Les habitudes du compagnonnage, loin d’accuser, comme on l’a dit, une tendance à l’association, prouvent au contraire combien il existe d’élémens dissociables parmi les populations ouvrières. Le compagnonnage est une institution des temps barbares fondée sur la rivalité des corps de métier, et en vue de la guerre séculaire qu’ils se livrent. Non-seulement elle classe chaque profession à part, mais elle consacre des catégories dans la même profession. Au lieu du principe de la solidarité, c’est le principe de la séparation qui y prévaut. Toutes les coutumes du compagnonnage respirent une haine farouche entre les divers corps du devoir, c’est le nom qu’ils se donnent.

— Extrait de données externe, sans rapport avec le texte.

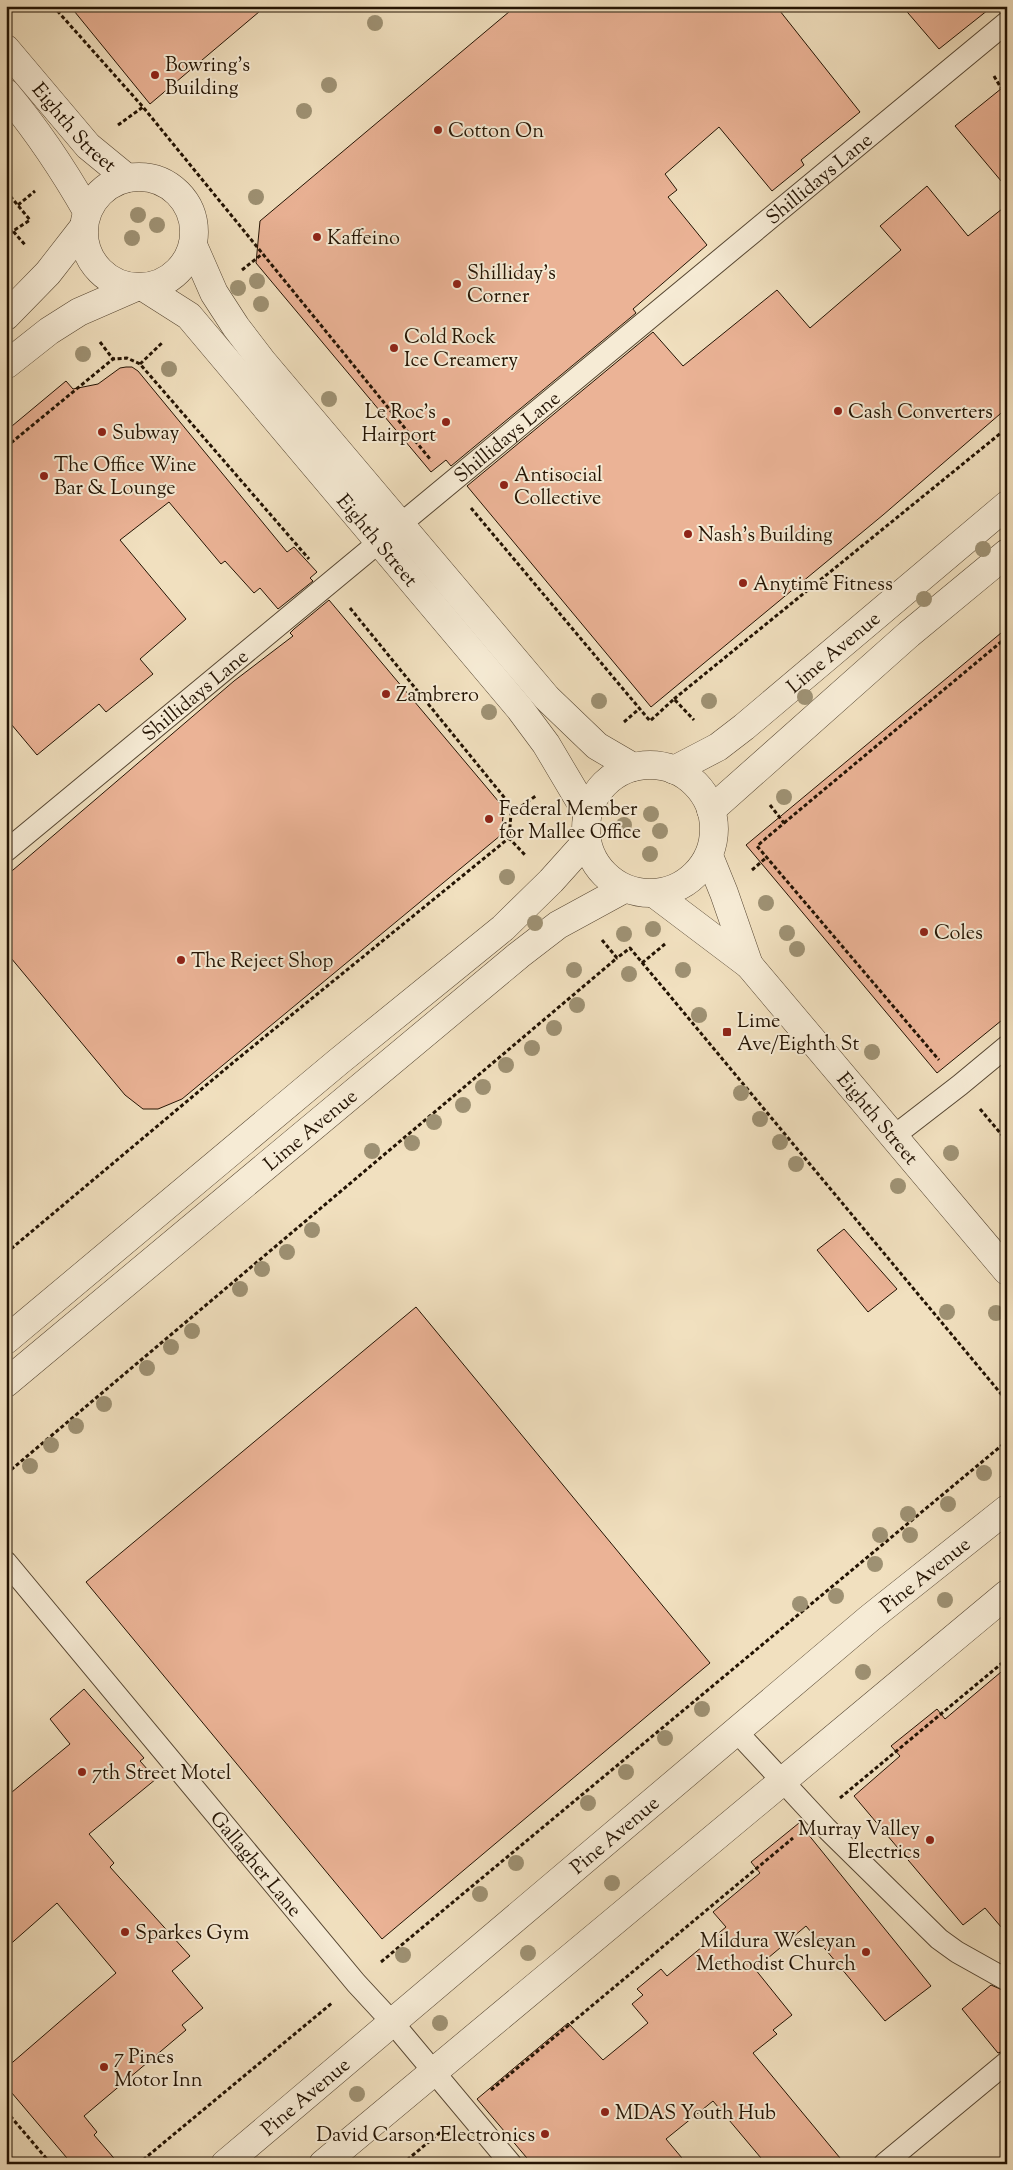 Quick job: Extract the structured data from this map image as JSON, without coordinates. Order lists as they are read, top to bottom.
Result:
{
  "streets": {
    "street": ["Eighth Street", "Lime Avenue", "Pine Avenue"],
    "lane": ["Shillidays Lane", "Gallagher Lane"]
  },
  "crossings": [
    ["Eighth Street", "Shillidays Lane"],
    ["Eighth Street", "Lime Avenue"],
    ["Pine Avenue", "Gallagher Lane"]
  ],
  "places": {
    "other": [
      "Bowring's Building",
      "Cotton On",
      "Kaffeino",
      "Shilliday's Corner",
      "Cold Rock Ice Creamery",
      "Cash Converters",
      "Le Roc's Hairport",
      "Subway",
      "The Office Wine Bar & Lounge",
      "Antisocial Collective",
      "Nash's Building",
      "Anytime Fitness",
      "Zambrero",
      "Federal Member for Mallee Office",
      "Coles",
      "The Reject Shop",
      "7th Street Motel",
      "Murray Valley Electrics",
      "Sparkes Gym",
      "Mildura Wesleyan Methodist Church",
      "7 Pines Motor Inn",
      "MDAS Youth Hub",
      "David Carson Electronics"
    ],
    "transit": ["Lime Ave/Eighth St"]
  }
}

Isolés ou en bandes, les compagnons s’adressent des défis grossiers, se provoquent par des chansons outrageantes, et finissent par engager des duels meurtriers ou des mêlées épouvantables. Y a-t-il rien là-dedans qui ressemble à une association, dans la saine acception du mot, et qui en contienne le germe ? Sans doute, le compagnonnage stipule un échange de secours mutuels entre les membres d’un même devoir, mais les traces du bien qui en résulte sont effacées par un cérémonial puéril qui aboutit presque toujours à des stations prolongées dans les cabarets. En somme, ce sont là des traditions fâcheuses, un legs de siècles peu éclairés. Au lieu de refondre le compagnonnage, comme le voudrait un ouvrier qui a écrit un livre sur cette institution, au lieu d’en composer l’idéal, comme l’a fait un romancier, il y aurait plus d’avantage à l’extirper du sein des classes laborieuses. Le compagnonnage est une sorte de guerre civile entre les travailleurs, guerre d’autant plus opiniâtre qu’elle n’a pas d’objet et ne saurait avoir d’issue.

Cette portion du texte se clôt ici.